Given records:
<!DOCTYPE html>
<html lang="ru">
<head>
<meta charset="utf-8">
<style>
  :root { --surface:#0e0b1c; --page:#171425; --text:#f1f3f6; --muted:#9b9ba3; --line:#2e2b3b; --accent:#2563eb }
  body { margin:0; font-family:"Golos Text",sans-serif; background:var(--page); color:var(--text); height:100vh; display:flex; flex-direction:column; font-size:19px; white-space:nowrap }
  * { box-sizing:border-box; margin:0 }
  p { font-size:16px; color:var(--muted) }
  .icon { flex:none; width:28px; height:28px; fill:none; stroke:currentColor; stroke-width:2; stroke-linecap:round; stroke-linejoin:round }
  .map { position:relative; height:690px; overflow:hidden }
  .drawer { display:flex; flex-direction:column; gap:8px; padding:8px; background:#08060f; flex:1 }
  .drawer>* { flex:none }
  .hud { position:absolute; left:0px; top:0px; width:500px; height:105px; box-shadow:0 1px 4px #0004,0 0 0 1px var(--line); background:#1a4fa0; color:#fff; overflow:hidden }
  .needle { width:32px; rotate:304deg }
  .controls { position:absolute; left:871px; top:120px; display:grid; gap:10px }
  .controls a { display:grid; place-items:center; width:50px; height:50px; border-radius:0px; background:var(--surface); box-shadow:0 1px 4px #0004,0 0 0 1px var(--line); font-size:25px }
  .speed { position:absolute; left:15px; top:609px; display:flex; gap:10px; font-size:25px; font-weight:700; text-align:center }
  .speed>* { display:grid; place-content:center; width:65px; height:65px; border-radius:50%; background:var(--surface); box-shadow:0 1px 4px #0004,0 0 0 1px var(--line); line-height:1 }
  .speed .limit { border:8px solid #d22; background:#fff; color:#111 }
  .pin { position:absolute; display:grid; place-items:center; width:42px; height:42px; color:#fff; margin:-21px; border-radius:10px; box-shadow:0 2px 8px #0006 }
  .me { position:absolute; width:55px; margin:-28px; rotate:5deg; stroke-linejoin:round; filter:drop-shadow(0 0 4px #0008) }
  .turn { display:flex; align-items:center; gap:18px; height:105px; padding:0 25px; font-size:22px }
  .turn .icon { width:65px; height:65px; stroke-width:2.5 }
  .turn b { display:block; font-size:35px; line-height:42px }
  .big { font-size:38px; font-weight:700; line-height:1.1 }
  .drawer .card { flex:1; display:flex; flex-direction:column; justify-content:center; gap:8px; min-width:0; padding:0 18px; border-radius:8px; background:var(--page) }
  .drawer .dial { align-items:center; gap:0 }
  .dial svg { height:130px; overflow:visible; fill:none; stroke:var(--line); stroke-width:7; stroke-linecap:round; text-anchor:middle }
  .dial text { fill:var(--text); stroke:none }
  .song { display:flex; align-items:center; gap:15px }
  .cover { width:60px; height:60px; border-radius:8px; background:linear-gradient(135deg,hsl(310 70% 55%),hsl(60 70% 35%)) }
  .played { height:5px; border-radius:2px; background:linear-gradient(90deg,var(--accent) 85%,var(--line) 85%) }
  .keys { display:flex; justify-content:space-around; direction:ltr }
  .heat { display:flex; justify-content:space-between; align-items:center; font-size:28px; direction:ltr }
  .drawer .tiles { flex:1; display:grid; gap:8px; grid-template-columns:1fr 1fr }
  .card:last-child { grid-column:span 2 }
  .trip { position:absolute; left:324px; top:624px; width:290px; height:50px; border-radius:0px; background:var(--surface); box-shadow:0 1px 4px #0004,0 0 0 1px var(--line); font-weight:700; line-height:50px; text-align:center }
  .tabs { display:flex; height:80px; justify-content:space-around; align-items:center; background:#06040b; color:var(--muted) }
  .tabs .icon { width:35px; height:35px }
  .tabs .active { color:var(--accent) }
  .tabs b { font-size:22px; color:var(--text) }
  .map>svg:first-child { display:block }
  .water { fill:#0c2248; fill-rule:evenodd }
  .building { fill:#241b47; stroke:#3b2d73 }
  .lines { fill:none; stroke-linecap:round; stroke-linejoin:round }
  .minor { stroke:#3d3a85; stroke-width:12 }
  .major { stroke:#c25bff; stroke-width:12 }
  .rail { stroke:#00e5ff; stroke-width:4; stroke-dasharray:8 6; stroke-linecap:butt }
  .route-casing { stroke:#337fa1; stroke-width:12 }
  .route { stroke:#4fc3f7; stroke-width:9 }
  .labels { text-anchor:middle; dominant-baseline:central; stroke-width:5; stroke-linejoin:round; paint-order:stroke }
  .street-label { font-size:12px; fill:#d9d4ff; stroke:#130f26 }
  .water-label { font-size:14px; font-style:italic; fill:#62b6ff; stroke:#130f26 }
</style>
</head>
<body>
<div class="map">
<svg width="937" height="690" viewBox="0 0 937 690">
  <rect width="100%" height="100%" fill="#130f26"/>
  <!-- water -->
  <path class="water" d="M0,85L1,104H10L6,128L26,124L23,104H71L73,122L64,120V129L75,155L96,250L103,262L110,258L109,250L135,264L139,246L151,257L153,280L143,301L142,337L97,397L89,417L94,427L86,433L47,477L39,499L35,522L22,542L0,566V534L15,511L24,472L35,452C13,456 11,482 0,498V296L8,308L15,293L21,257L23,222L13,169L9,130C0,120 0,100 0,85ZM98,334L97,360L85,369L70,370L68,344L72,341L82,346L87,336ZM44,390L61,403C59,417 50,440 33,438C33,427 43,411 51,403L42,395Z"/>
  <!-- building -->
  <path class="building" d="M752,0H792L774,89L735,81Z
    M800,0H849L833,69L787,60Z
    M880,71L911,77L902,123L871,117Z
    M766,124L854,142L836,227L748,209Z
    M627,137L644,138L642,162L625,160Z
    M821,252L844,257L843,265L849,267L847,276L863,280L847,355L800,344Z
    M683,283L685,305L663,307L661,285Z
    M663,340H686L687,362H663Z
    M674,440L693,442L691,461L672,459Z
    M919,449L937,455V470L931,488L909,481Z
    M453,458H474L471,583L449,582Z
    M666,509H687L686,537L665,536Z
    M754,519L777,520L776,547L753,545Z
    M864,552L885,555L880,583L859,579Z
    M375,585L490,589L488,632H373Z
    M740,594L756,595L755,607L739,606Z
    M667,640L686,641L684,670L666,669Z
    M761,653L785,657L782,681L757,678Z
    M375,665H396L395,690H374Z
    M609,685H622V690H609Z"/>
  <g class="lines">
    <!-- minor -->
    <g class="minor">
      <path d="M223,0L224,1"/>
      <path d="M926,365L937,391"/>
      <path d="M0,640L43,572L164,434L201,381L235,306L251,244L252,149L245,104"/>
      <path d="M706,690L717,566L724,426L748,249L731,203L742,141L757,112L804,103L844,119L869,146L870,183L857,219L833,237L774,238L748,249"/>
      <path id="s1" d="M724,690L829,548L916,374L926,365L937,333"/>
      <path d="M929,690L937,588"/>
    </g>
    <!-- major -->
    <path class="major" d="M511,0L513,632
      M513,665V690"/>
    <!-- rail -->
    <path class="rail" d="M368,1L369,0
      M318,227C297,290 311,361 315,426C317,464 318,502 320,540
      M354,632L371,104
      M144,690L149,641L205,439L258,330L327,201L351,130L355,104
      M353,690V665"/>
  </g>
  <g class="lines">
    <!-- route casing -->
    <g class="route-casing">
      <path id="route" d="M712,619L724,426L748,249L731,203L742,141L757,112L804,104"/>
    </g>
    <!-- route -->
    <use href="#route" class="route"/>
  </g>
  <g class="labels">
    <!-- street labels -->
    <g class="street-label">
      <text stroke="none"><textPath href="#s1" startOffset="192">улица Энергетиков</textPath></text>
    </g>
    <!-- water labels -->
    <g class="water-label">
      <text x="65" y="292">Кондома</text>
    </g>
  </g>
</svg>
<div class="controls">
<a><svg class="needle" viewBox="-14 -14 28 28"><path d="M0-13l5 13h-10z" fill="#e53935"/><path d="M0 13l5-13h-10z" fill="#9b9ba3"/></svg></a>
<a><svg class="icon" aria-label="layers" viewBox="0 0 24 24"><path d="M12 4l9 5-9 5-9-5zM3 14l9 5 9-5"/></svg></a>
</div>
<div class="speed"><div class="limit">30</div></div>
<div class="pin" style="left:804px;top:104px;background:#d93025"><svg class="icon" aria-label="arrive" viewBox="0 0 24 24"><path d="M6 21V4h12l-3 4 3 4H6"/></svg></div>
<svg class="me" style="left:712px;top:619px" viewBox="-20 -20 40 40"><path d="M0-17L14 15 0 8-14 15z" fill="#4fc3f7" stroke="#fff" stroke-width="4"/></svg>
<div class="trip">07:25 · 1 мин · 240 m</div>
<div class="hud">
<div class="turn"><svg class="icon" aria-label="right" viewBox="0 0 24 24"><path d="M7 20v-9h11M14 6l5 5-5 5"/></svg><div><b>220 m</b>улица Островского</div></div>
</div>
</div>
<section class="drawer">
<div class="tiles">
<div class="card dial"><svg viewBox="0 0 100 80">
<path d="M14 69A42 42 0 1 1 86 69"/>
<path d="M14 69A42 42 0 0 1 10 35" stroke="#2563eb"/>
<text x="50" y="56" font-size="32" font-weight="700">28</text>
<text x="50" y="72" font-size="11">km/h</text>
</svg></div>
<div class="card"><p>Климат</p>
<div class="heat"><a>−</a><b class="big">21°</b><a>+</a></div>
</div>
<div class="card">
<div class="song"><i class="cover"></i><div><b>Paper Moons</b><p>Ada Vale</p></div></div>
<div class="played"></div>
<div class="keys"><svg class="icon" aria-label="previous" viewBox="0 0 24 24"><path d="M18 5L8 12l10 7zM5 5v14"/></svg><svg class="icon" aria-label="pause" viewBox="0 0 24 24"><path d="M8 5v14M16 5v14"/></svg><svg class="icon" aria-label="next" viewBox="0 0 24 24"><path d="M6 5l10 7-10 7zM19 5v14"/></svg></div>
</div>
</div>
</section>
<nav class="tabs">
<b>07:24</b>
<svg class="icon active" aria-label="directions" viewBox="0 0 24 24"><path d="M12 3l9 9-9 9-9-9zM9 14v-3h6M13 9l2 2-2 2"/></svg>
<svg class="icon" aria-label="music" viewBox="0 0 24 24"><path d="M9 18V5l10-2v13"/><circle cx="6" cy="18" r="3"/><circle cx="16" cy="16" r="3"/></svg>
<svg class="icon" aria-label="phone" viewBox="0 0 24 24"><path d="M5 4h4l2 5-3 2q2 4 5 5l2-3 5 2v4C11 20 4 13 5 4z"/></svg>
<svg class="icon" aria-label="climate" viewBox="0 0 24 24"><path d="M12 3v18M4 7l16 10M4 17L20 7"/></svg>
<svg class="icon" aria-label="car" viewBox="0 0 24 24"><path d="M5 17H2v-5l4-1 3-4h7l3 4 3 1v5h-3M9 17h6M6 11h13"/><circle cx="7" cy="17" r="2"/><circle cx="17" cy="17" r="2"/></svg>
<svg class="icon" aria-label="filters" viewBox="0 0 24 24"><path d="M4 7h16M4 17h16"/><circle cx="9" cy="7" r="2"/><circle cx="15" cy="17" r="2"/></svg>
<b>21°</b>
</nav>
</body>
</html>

Activity: In the listing above, find the line with "flex:1; display:grid; gap:8px;" and the line with "fill:none; stroke-linecap:round; stroke-linejoin:round", then reproduce both and every line between them exactly.

Response:
  .drawer .tiles { flex:1; display:grid; gap:8px; grid-template-columns:1fr 1fr }
  .card:last-child { grid-column:span 2 }
  .trip { position:absolute; left:324px; top:624px; width:290px; height:50px; border-radius:0px; background:var(--surface); box-shadow:0 1px 4px #0004,0 0 0 1px var(--line); font-weight:700; line-height:50px; text-align:center }
  .tabs { display:flex; height:80px; justify-content:space-around; align-items:center; background:#06040b; color:var(--muted) }
  .tabs .icon { width:35px; height:35px }
  .tabs .active { color:var(--accent) }
  .tabs b { font-size:22px; color:var(--text) }
  .map>svg:first-child { display:block }
  .water { fill:#0c2248; fill-rule:evenodd }
  .building { fill:#241b47; stroke:#3b2d73 }
  .lines { fill:none; stroke-linecap:round; stroke-linejoin:round }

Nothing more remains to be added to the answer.